A Mayo Clinic physician and two other pediatric experts say that parental perceptions pose a major barrier to acceptance of human papillomavirus (HPV) vaccination — and that many of those perceptions are wrong. Their comments are published in the September issue of Expert Review of Clinical Immunology, in an editorial on why HPV vaccination rates remain poor.
“The greatest misperception of parents is that the HPV vaccine isn’t needed,” says Mayo Clinic’s Robert Jacobson, M.D., lead author of the editorial. “Not only is that wrong, it’s a dangerous idea to be spreading around. Recent figures show that at least 12,000 unvaccinated women develop cervical cancer from HPV every year.” Other incorrect perceptions: The HPV vaccines are not safe, and they are given to children when they are too young.

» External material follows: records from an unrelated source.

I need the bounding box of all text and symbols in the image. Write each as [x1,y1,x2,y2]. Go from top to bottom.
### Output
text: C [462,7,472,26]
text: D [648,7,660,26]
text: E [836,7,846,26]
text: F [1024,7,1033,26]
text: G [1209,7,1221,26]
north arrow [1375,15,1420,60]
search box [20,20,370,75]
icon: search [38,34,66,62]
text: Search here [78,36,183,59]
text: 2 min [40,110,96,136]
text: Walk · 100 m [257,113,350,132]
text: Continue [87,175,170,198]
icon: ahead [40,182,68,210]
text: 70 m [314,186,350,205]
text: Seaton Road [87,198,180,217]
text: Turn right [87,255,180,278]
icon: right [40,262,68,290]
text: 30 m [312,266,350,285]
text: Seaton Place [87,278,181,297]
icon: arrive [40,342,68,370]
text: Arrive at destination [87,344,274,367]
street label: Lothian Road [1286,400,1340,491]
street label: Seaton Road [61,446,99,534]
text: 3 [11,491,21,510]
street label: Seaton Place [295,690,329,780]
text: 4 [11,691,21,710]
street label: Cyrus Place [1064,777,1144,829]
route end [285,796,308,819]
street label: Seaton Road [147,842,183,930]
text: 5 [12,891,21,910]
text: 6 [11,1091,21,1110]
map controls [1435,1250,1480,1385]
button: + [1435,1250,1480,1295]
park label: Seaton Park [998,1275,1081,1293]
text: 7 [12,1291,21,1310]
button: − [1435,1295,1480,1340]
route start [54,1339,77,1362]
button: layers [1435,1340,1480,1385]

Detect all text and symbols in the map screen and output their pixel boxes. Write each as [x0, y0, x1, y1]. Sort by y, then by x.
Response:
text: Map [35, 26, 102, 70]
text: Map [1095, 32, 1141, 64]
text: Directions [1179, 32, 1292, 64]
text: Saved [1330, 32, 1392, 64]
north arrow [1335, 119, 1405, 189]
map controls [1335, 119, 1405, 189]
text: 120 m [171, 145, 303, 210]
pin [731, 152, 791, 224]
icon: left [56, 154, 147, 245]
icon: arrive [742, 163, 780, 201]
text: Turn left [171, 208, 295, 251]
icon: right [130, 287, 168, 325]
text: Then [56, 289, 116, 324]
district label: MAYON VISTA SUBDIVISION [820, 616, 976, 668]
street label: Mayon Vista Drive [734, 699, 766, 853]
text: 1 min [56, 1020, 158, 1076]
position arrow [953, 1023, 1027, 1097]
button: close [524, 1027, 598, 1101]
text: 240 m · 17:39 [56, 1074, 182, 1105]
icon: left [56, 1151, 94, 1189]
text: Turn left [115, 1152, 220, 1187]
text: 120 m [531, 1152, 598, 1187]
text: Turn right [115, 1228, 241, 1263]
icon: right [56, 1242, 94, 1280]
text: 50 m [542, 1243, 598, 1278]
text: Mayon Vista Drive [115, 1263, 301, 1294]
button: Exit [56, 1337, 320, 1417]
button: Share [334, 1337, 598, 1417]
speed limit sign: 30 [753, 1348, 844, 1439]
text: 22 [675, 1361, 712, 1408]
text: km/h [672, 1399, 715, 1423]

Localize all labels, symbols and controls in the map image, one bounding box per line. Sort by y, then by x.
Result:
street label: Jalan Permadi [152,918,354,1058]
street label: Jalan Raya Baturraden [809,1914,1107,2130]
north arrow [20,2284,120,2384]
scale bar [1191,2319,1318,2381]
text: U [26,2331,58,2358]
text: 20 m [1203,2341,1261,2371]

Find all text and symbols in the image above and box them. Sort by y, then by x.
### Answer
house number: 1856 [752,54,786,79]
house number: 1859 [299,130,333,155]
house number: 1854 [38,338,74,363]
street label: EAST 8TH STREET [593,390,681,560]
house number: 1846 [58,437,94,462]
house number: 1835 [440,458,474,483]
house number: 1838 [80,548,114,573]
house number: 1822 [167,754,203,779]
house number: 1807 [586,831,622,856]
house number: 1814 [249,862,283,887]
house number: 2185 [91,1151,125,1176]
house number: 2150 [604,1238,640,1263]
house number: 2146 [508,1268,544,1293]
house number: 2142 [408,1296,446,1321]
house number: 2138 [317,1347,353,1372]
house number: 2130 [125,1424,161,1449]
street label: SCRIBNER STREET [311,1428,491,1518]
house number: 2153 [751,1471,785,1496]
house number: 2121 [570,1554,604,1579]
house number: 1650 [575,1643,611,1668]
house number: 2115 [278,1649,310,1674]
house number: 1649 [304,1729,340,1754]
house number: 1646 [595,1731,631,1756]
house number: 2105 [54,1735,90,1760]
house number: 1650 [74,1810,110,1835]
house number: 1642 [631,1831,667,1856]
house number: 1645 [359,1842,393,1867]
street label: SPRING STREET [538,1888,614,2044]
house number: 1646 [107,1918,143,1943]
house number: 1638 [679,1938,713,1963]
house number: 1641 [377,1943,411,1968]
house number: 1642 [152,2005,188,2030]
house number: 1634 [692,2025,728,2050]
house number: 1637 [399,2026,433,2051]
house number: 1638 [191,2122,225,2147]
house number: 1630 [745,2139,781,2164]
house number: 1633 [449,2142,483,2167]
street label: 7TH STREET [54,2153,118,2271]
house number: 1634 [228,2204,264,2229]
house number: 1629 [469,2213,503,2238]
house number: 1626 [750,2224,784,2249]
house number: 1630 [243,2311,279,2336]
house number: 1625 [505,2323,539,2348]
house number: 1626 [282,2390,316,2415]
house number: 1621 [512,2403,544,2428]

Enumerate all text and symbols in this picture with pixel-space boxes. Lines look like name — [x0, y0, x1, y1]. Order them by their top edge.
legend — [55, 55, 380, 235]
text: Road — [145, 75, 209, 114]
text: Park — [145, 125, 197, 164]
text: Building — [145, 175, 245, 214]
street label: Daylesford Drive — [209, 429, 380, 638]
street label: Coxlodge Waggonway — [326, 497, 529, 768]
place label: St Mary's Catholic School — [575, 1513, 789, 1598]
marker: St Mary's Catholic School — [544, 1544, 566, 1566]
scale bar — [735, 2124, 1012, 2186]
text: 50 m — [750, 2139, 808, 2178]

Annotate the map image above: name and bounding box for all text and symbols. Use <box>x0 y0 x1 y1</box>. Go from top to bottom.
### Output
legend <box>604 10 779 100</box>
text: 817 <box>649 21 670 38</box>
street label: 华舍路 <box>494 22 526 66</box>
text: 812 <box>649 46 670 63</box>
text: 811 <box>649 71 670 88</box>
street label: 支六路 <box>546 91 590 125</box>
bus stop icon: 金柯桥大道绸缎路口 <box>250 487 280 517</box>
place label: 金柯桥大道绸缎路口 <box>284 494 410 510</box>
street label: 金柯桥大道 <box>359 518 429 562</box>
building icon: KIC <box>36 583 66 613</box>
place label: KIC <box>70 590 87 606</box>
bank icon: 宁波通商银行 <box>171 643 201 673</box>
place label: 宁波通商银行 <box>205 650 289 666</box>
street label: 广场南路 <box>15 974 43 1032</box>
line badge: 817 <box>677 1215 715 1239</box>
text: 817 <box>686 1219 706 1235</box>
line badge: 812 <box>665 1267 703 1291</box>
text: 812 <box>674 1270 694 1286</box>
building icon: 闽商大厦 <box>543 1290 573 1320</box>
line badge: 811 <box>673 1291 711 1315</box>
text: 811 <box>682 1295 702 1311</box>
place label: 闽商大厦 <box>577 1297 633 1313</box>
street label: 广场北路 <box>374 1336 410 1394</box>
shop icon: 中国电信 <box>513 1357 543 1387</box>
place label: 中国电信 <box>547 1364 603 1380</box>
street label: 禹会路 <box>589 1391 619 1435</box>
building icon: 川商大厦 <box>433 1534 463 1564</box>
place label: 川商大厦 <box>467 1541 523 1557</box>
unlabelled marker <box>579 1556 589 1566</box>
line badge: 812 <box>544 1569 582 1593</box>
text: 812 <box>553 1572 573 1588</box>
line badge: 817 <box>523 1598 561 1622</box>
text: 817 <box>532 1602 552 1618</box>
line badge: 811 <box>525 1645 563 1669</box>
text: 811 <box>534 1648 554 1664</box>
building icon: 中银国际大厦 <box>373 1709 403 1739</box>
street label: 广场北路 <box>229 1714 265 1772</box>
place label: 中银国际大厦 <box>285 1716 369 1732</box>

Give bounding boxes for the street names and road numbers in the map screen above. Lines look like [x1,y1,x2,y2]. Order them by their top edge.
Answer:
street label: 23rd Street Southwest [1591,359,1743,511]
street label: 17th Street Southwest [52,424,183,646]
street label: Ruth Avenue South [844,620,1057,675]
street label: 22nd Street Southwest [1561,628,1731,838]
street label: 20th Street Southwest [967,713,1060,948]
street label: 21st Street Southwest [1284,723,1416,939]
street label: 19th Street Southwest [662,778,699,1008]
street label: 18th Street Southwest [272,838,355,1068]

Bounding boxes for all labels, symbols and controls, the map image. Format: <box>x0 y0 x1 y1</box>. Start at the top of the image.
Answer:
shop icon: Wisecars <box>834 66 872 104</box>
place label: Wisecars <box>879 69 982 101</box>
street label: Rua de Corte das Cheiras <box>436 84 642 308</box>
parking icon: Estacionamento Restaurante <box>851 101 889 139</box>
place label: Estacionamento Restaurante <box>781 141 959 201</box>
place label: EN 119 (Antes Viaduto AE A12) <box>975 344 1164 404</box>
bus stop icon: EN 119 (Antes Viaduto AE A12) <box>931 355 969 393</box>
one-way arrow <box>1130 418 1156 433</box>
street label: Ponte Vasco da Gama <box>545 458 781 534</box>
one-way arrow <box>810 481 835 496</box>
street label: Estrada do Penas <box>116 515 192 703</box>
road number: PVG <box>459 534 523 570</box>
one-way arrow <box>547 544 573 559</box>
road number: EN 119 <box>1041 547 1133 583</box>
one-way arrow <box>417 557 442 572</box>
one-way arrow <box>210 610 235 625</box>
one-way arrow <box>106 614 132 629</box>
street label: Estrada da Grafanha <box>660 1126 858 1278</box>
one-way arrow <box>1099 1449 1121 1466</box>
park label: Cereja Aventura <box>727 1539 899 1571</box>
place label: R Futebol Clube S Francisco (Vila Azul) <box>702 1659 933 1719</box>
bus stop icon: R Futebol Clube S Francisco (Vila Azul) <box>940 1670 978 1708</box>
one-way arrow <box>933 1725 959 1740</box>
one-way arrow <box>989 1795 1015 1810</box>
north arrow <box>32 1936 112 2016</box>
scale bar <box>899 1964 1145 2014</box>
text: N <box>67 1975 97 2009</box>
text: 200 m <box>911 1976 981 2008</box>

Journalists: Sound bites with Dr. Jacobson and b-roll are available in the downloads. To read the full news release click here.
What physicians should do:
Overcoming these parental perceptions will take more than what physicians are doing now, the authors say. Traditional attempts to provide information are not enough. Clinicians must engage parents in conversations to learn what the parents’ concerns are, share with the parents how the clinicians have learned what they know, summarize the science addressing the parental concerns, and passionately communicate their recommendations based on that engagement, their professional standing, and the science. Clinicians will also need to find ways to reach out to the parents of adolescents outside of the exam room because many of their patients that age rarely make visits to the office. Social media may very well play an important role in the future of HPV vaccination programs.